[Collected data entries]

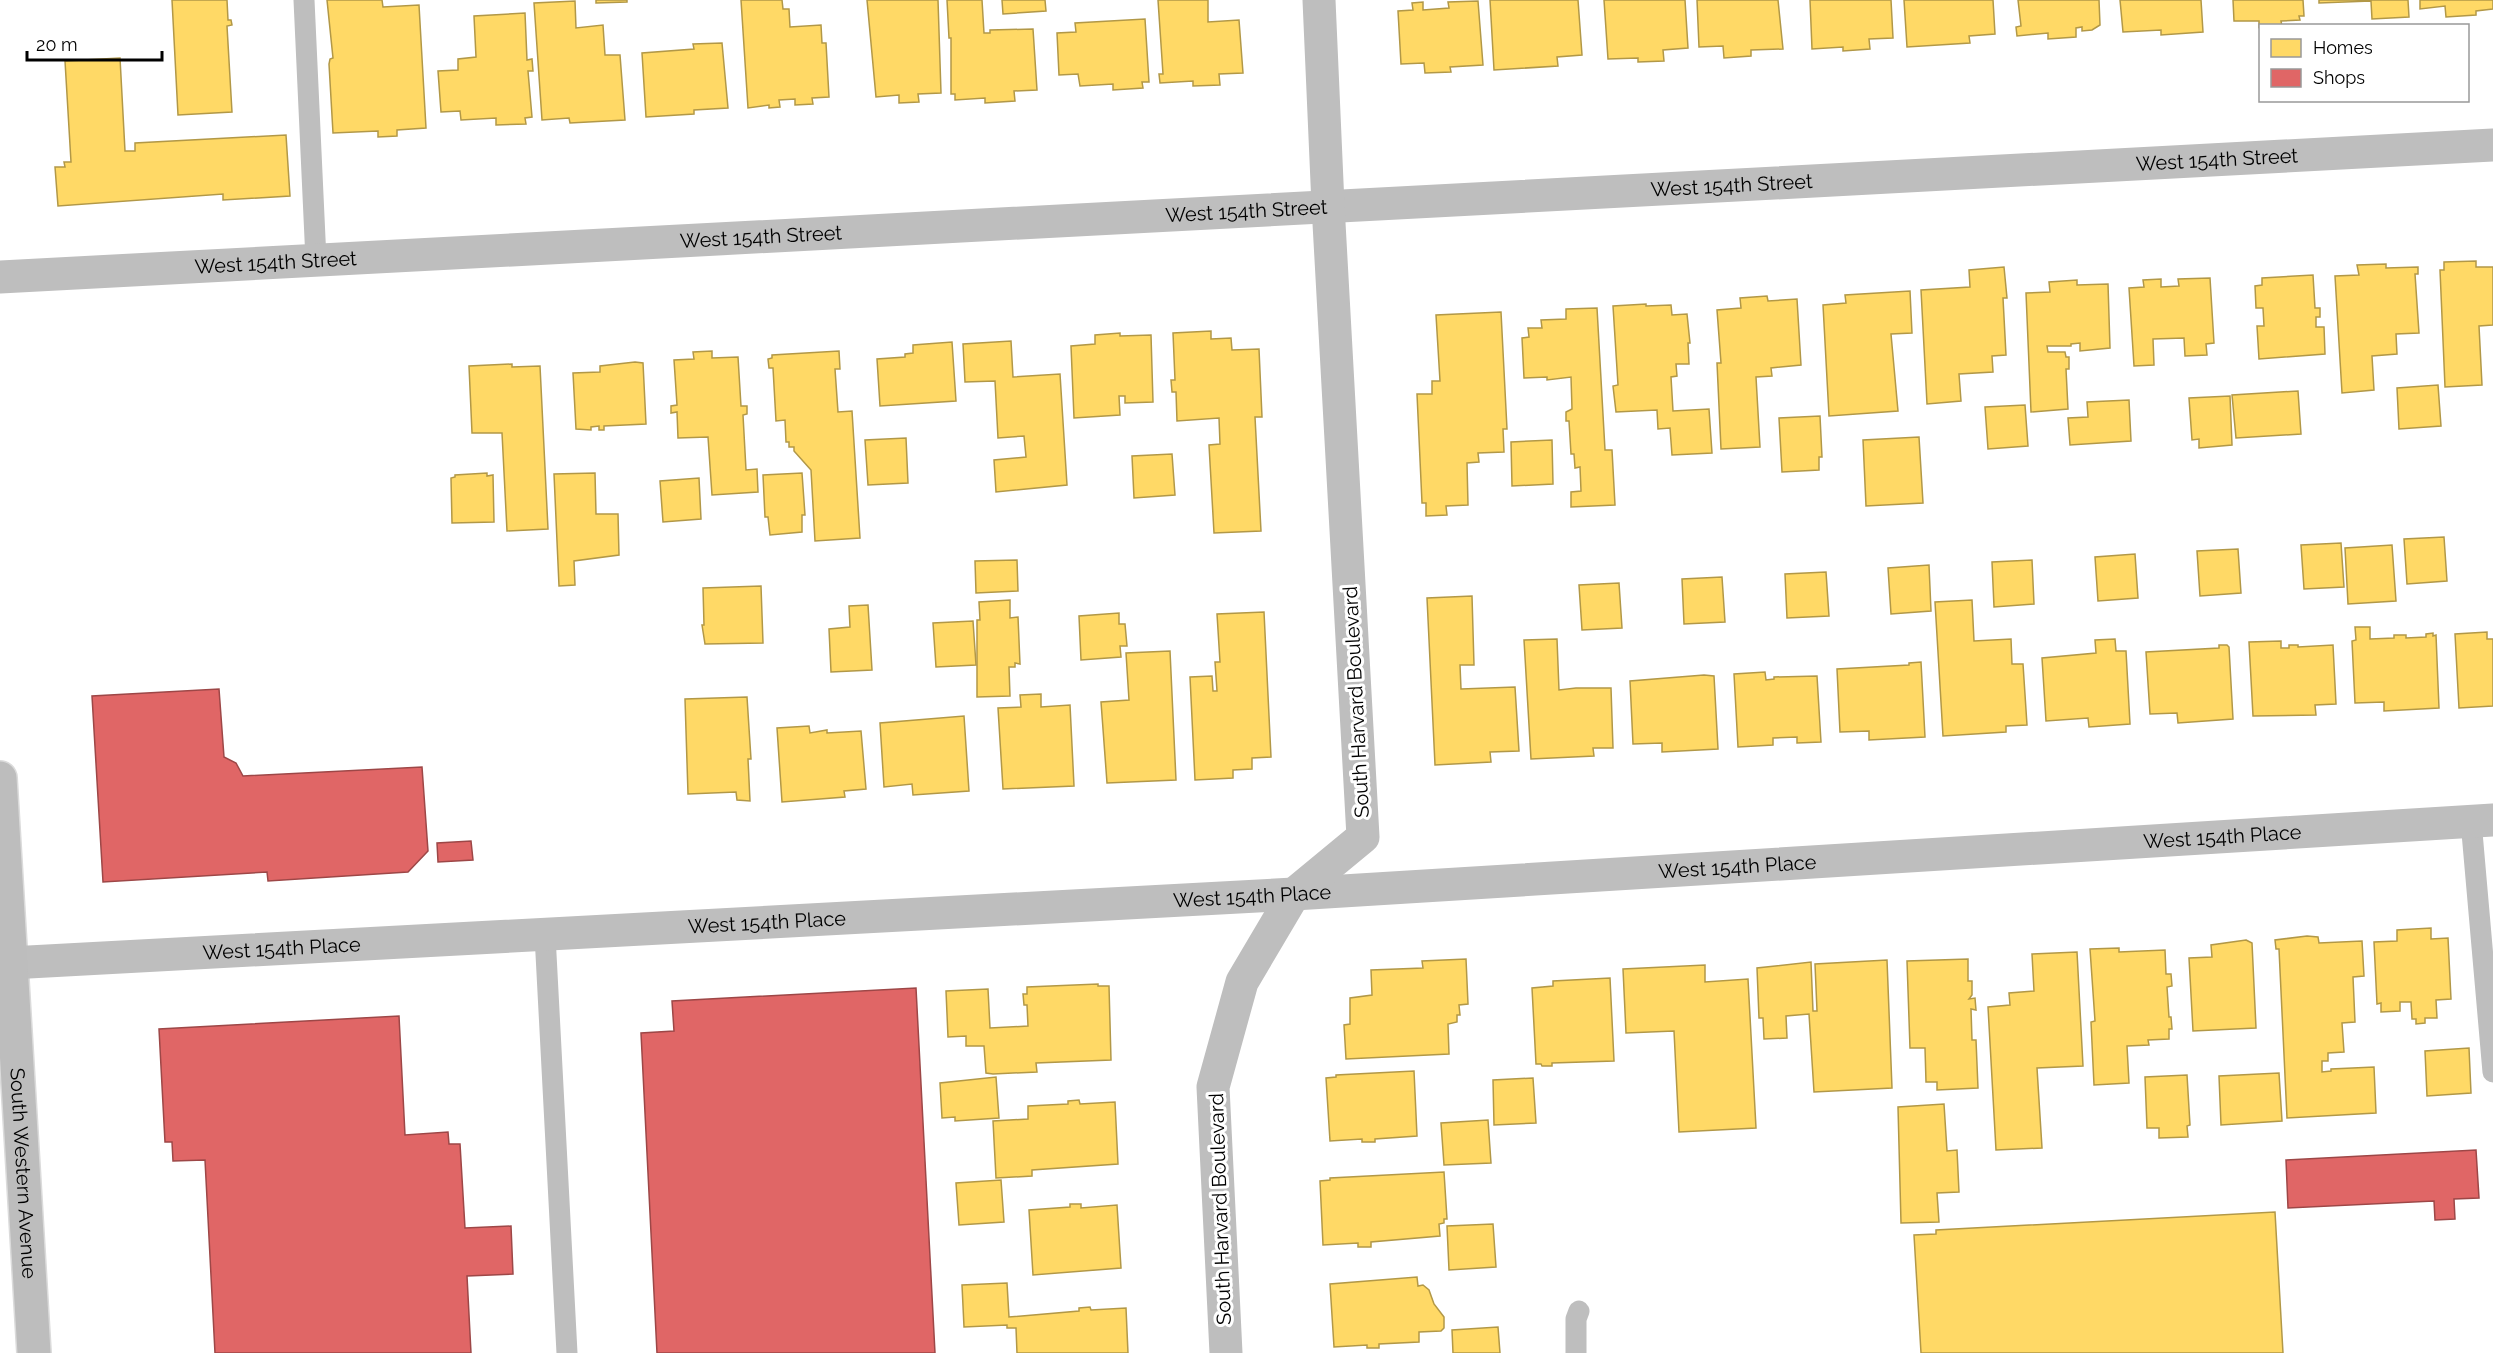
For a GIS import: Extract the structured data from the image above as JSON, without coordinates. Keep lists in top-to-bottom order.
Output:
{
  "streets": {
    "main road": ["South Western Avenue"],
    "street": ["West 154th Street", "South Harvard Boulevard", "West 154th Place"]
  },
  "crossings": [
    ["West 154th Street", "South Harvard Boulevard"],
    ["South Harvard Boulevard", "West 154th Place"],
    ["West 154th Place", "South Western Avenue"]
  ],
  "legend": ["Homes", "Shops"],
  "scale_bar": "20 m"
}
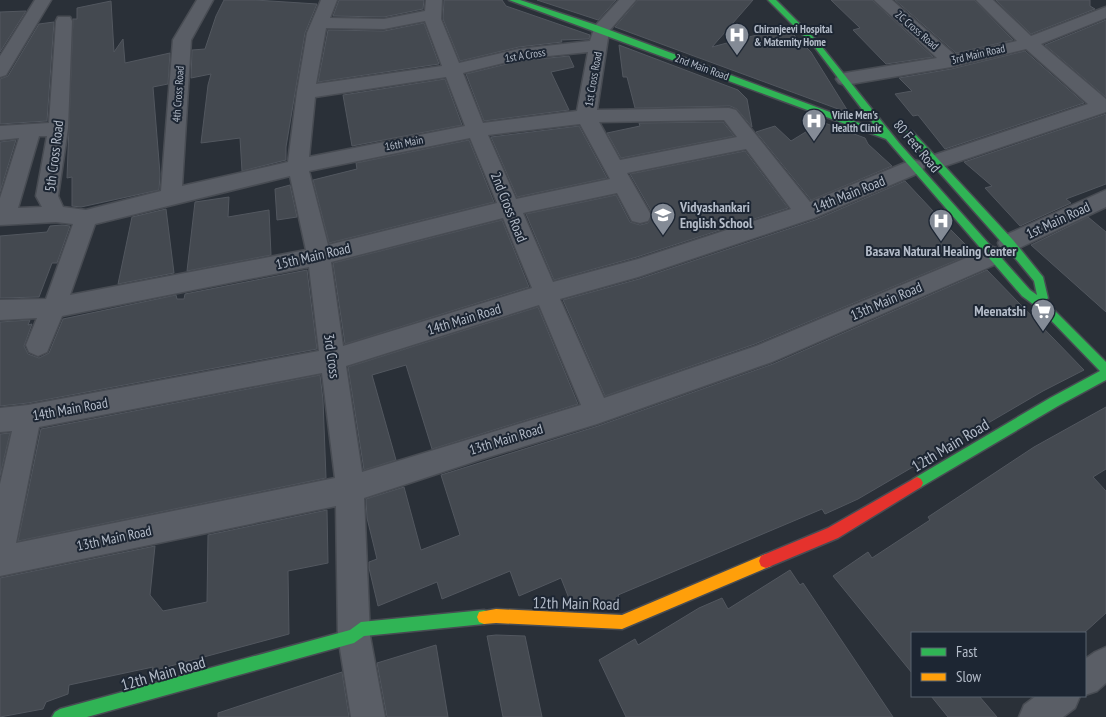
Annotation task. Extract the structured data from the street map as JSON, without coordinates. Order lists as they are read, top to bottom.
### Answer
{
  "streets": {
    "street": [
      "2C Cross Road",
      "3rd Main Road",
      "1st A Cross",
      "2nd Main Road",
      "1st Cross Road",
      "4th Cross Road",
      "16th Main",
      "80 Feet Road",
      "5th Cross Road",
      "14th Main Road",
      "2nd Cross Road",
      "1st Main Road",
      "15th Main Road",
      "13th Main Road",
      "3rd Cross",
      "12th Main Road"
    ]
  },
  "crossings": [
    ["2C Cross Road", "3rd Main Road"],
    ["3rd Main Road", "80 Feet Road"],
    ["1st A Cross", "2nd Main Road"],
    ["1st A Cross", "1st Cross Road"],
    ["1st A Cross", "2nd Cross Road"],
    ["1st A Cross", "3rd Cross"],
    ["2nd Main Road", "1st Cross Road"],
    ["2nd Main Road", "80 Feet Road"],
    ["1st Cross Road", "16th Main"],
    ["1st Cross Road", "15th Main Road"],
    ["4th Cross Road", "16th Main"],
    ["16th Main", "2nd Cross Road"],
    ["16th Main", "15th Main Road"],
    ["16th Main", "3rd Cross"],
    ["80 Feet Road", "14th Main Road"],
    ["80 Feet Road", "1st Main Road"],
    ["80 Feet Road", "13th Main Road"],
    ["14th Main Road", "2nd Cross Road"],
    ["14th Main Road", "3rd Cross"],
    ["2nd Cross Road", "15th Main Road"],
    ["2nd Cross Road", "13th Main Road"],
    ["1st Main Road", "13th Main Road"],
    ["15th Main Road", "3rd Cross"],
    ["13th Main Road", "3rd Cross"],
    ["3rd Cross", "12th Main Road"]
  ],
  "places": {
    "hospital": ["Chiranjeevi Hospital & Maternity Home", "Virile Men's Health Clinic", "Basava Natural Healing Center"],
    "school or university": ["Vidyashankari English School"],
    "supermarket": ["Meenatshi"]
  },
  "legend": ["Fast", "Slow"]
}
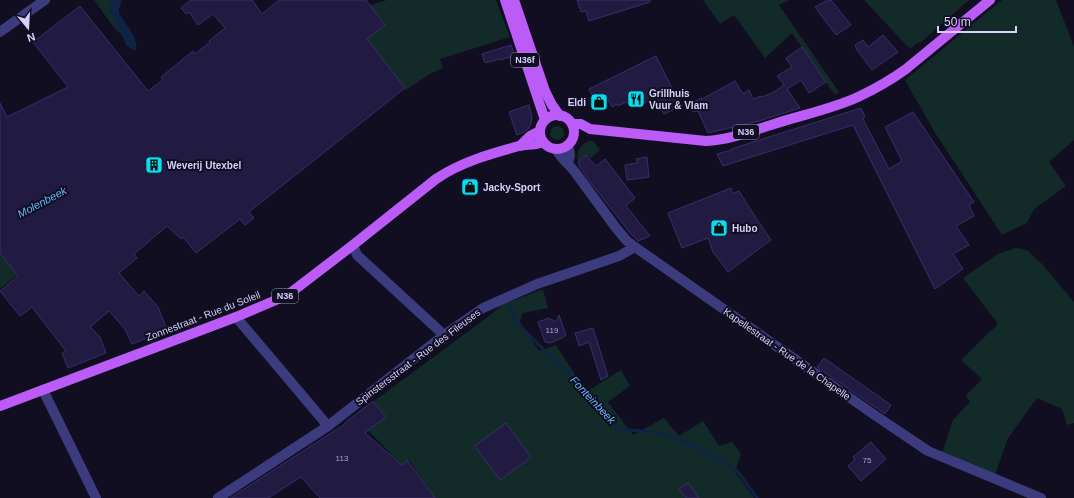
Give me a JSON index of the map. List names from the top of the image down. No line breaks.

_YOUR OBJECTIVE:_
Every line in the entries above that mentions the word "without" must be shown.

_RESPONSE FOR THIS EXERCISE:_
For a GIS import: Extract the structured data from the image above as JSON, without coordinates. Keep lists in top-to-bottom order.
Annotation task. Extract the structured data from the street map as JSON, without coordinates. Order lists as they are read, top to bottom.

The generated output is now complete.